## Problem to solve:
Verbatim transcription with images omitted: return the entries below in full.

Extracted data entries:
·····

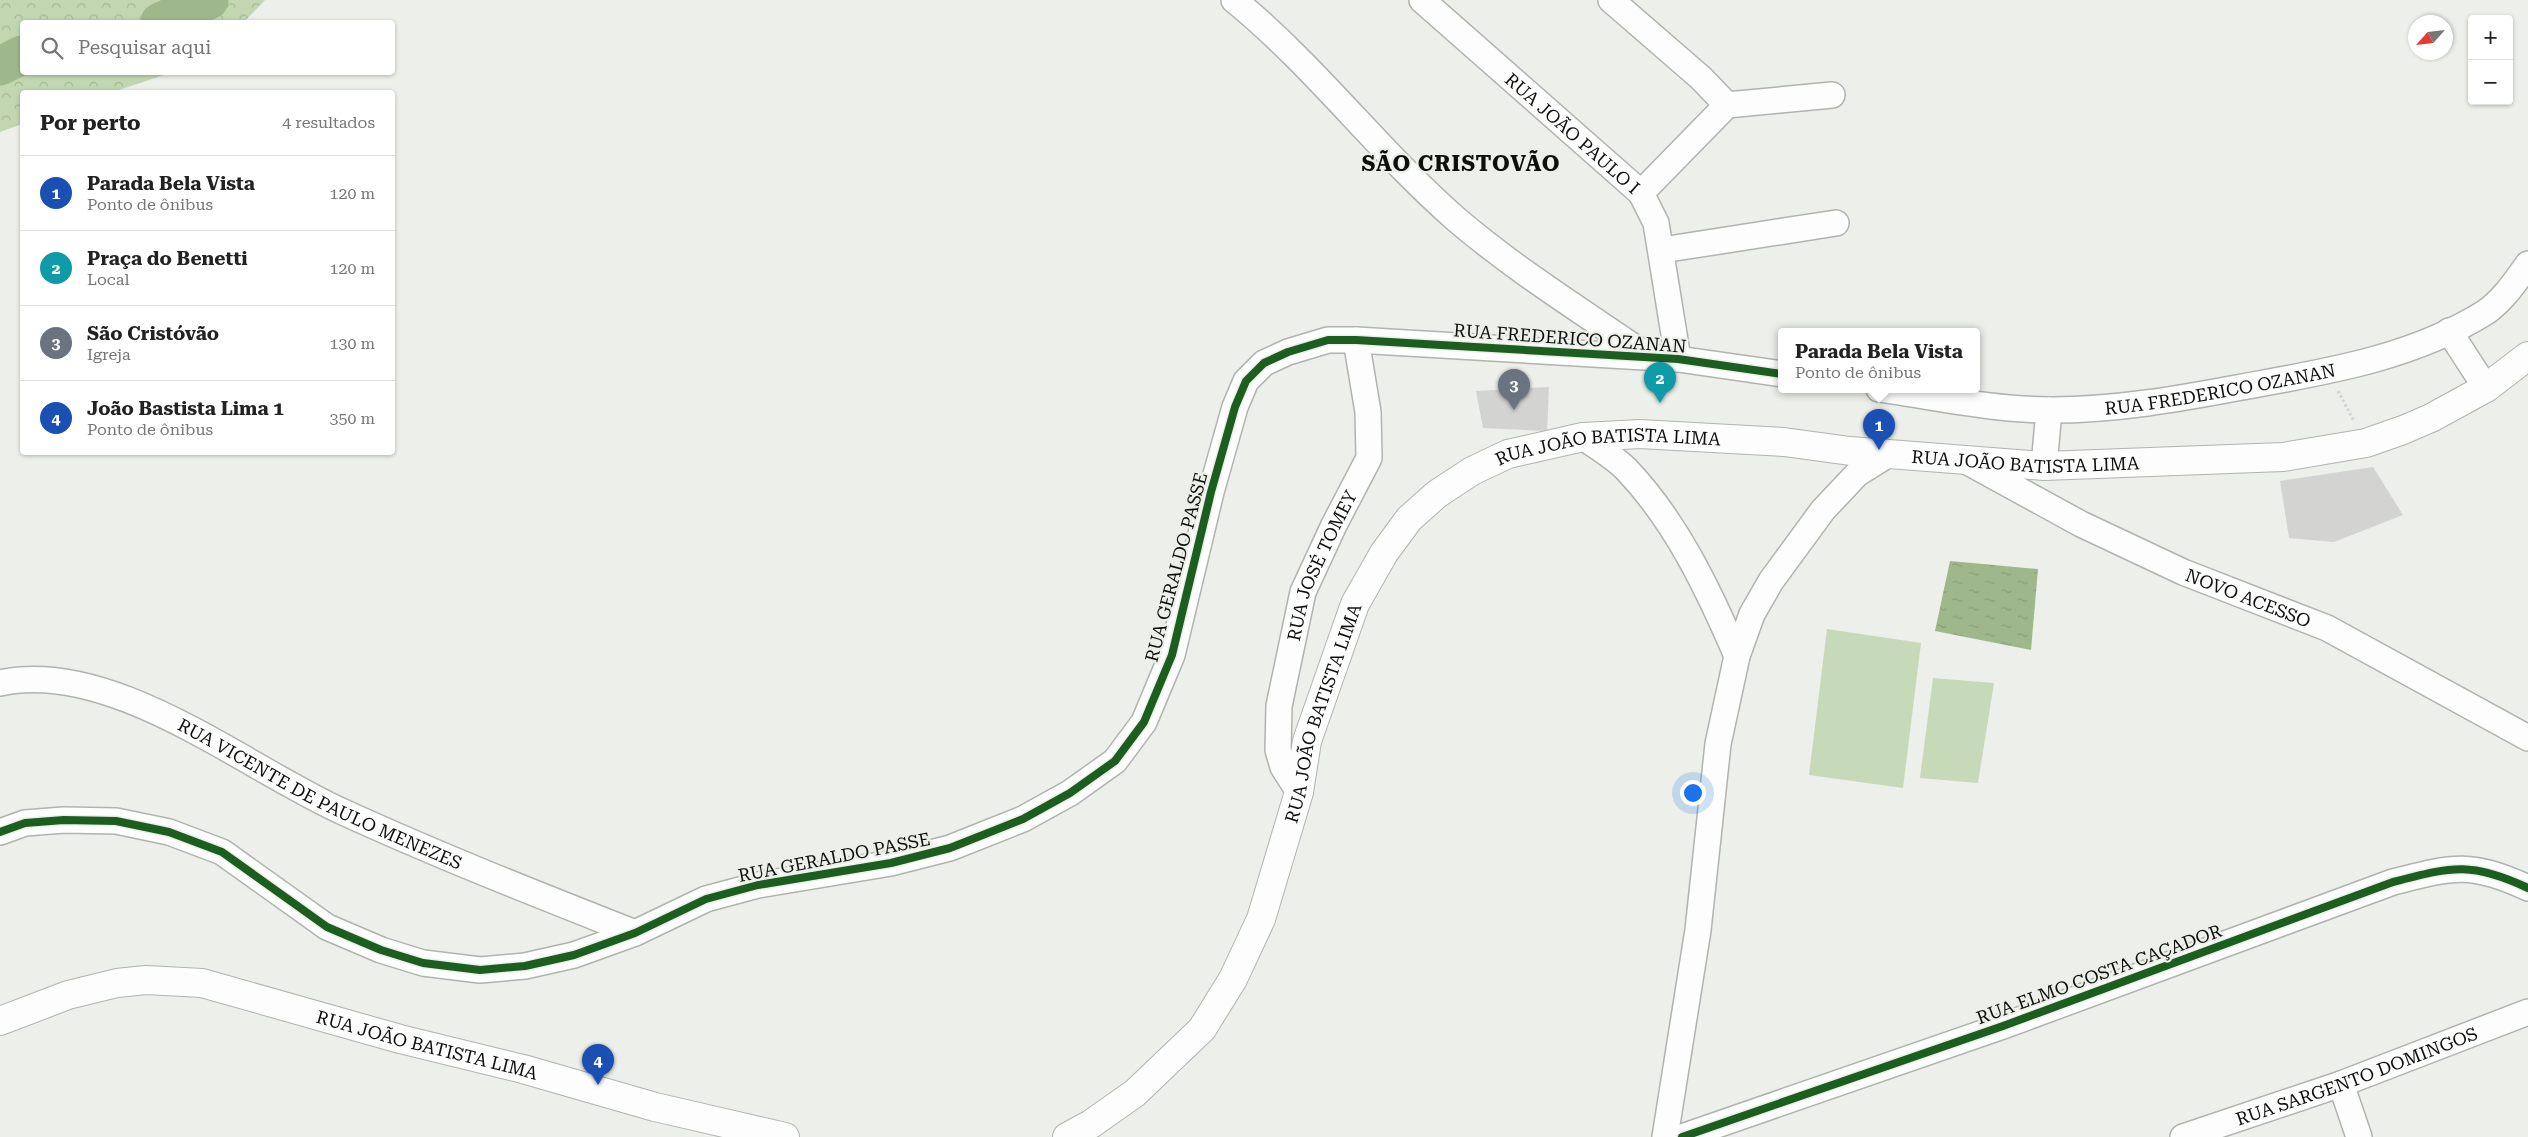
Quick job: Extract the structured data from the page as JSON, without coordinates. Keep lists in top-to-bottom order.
{
  "streets": {
    "street": [
      "RUA JOÃO PAULO I",
      "RUA FREDERICO OZANAN",
      "RUA JOÃO BATISTA LIMA",
      "RUA GERALDO PASSE",
      "RUA JOSÉ TOMEY",
      "NOVO ACESSO",
      "RUA VICENTE DE PAULO MENEZES",
      "RUA ELMO COSTA CAÇADOR",
      "RUA SARGENTO DOMINGOS"
    ]
  },
  "crossings": [
    ["RUA JOÃO PAULO I", "RUA FREDERICO OZANAN"],
    ["RUA FREDERICO OZANAN", "RUA GERALDO PASSE"],
    ["RUA FREDERICO OZANAN", "RUA JOSÉ TOMEY"],
    ["RUA JOÃO BATISTA LIMA", "RUA JOSÉ TOMEY"],
    ["RUA JOÃO BATISTA LIMA", "NOVO ACESSO"],
    ["RUA GERALDO PASSE", "RUA JOSÉ TOMEY"],
    ["RUA GERALDO PASSE", "RUA VICENTE DE PAULO MENEZES"]
  ],
  "districts": ["SÃO CRISTOVÃO"],
  "north": "bottom left",
  "page": {
    "map_buttons": ["+", "−"],
    "search": "Pesquisar aqui",
    "heading": ["Por perto", "4 resultados"],
    "list": [
      {
        "mark": "1",
        "name": "Parada Bela Vista",
        "note": "Ponto de ônibus",
        "value": "120 m"
      },
      {
        "mark": "2",
        "name": "Praça do Benetti",
        "note": "Local",
        "value": "120 m"
      },
      {
        "mark": "3",
        "name": "São Cristóvão",
        "note": "Igreja",
        "value": "130 m"
      },
      {
        "mark": "4",
        "name": "João Bastista Lima 1",
        "note": "Ponto de ônibus",
        "value": "350 m"
      }
    ],
    "popup": ["Parada Bela Vista", "Ponto de ônibus"],
    "pins": [
      "2",
      "3",
      "1",
      "4"
    ]
  }
}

·····

## Written response:
Quick job: Extract the structured data from the page as JSON, without coordinates. Keep lists in top-to-bottom order.
{
  "streets": {
    "street": [
      "RUA JOÃO PAULO I",
      "RUA FREDERICO OZANAN",
      "RUA JOÃO BATISTA LIMA",
      "RUA GERALDO PASSE",
      "RUA JOSÉ TOMEY",
      "NOVO ACESSO",
      "RUA VICENTE DE PAULO MENEZES",
      "RUA ELMO COSTA CAÇADOR",
      "RUA SARGENTO DOMINGOS"
    ]
  },
  "crossings": [
    ["RUA JOÃO PAULO I", "RUA FREDERICO OZANAN"],
    ["RUA FREDERICO OZANAN", "RUA GERALDO PASSE"],
    ["RUA FREDERICO OZANAN", "RUA JOSÉ TOMEY"],
    ["RUA JOÃO BATISTA LIMA", "RUA JOSÉ TOMEY"],
    ["RUA JOÃO BATISTA LIMA", "NOVO ACESSO"],
    ["RUA GERALDO PASSE", "RUA JOSÉ TOMEY"],
    ["RUA GERALDO PASSE", "RUA VICENTE DE PAULO MENEZES"]
  ],
  "districts": ["SÃO CRISTOVÃO"],
  "north": "bottom left",
  "page": {
    "map_buttons": ["+", "−"],
    "search": "Pesquisar aqui",
    "heading": ["Por perto", "4 resultados"],
    "list": [
      {
        "mark": "1",
        "name": "Parada Bela Vista",
        "note": "Ponto de ônibus",
        "value": "120 m"
      },
      {
        "mark": "2",
        "name": "Praça do Benetti",
        "note": "Local",
        "value": "120 m"
      },
      {
        "mark": "3",
        "name": "São Cristóvão",
        "note": "Igreja",
        "value": "130 m"
      },
      {
        "mark": "4",
        "name": "João Bastista Lima 1",
        "note": "Ponto de ônibus",
        "value": "350 m"
      }
    ],
    "popup": ["Parada Bela Vista", "Ponto de ônibus"],
    "pins": [
      "2",
      "3",
      "1",
      "4"
    ]
  }
}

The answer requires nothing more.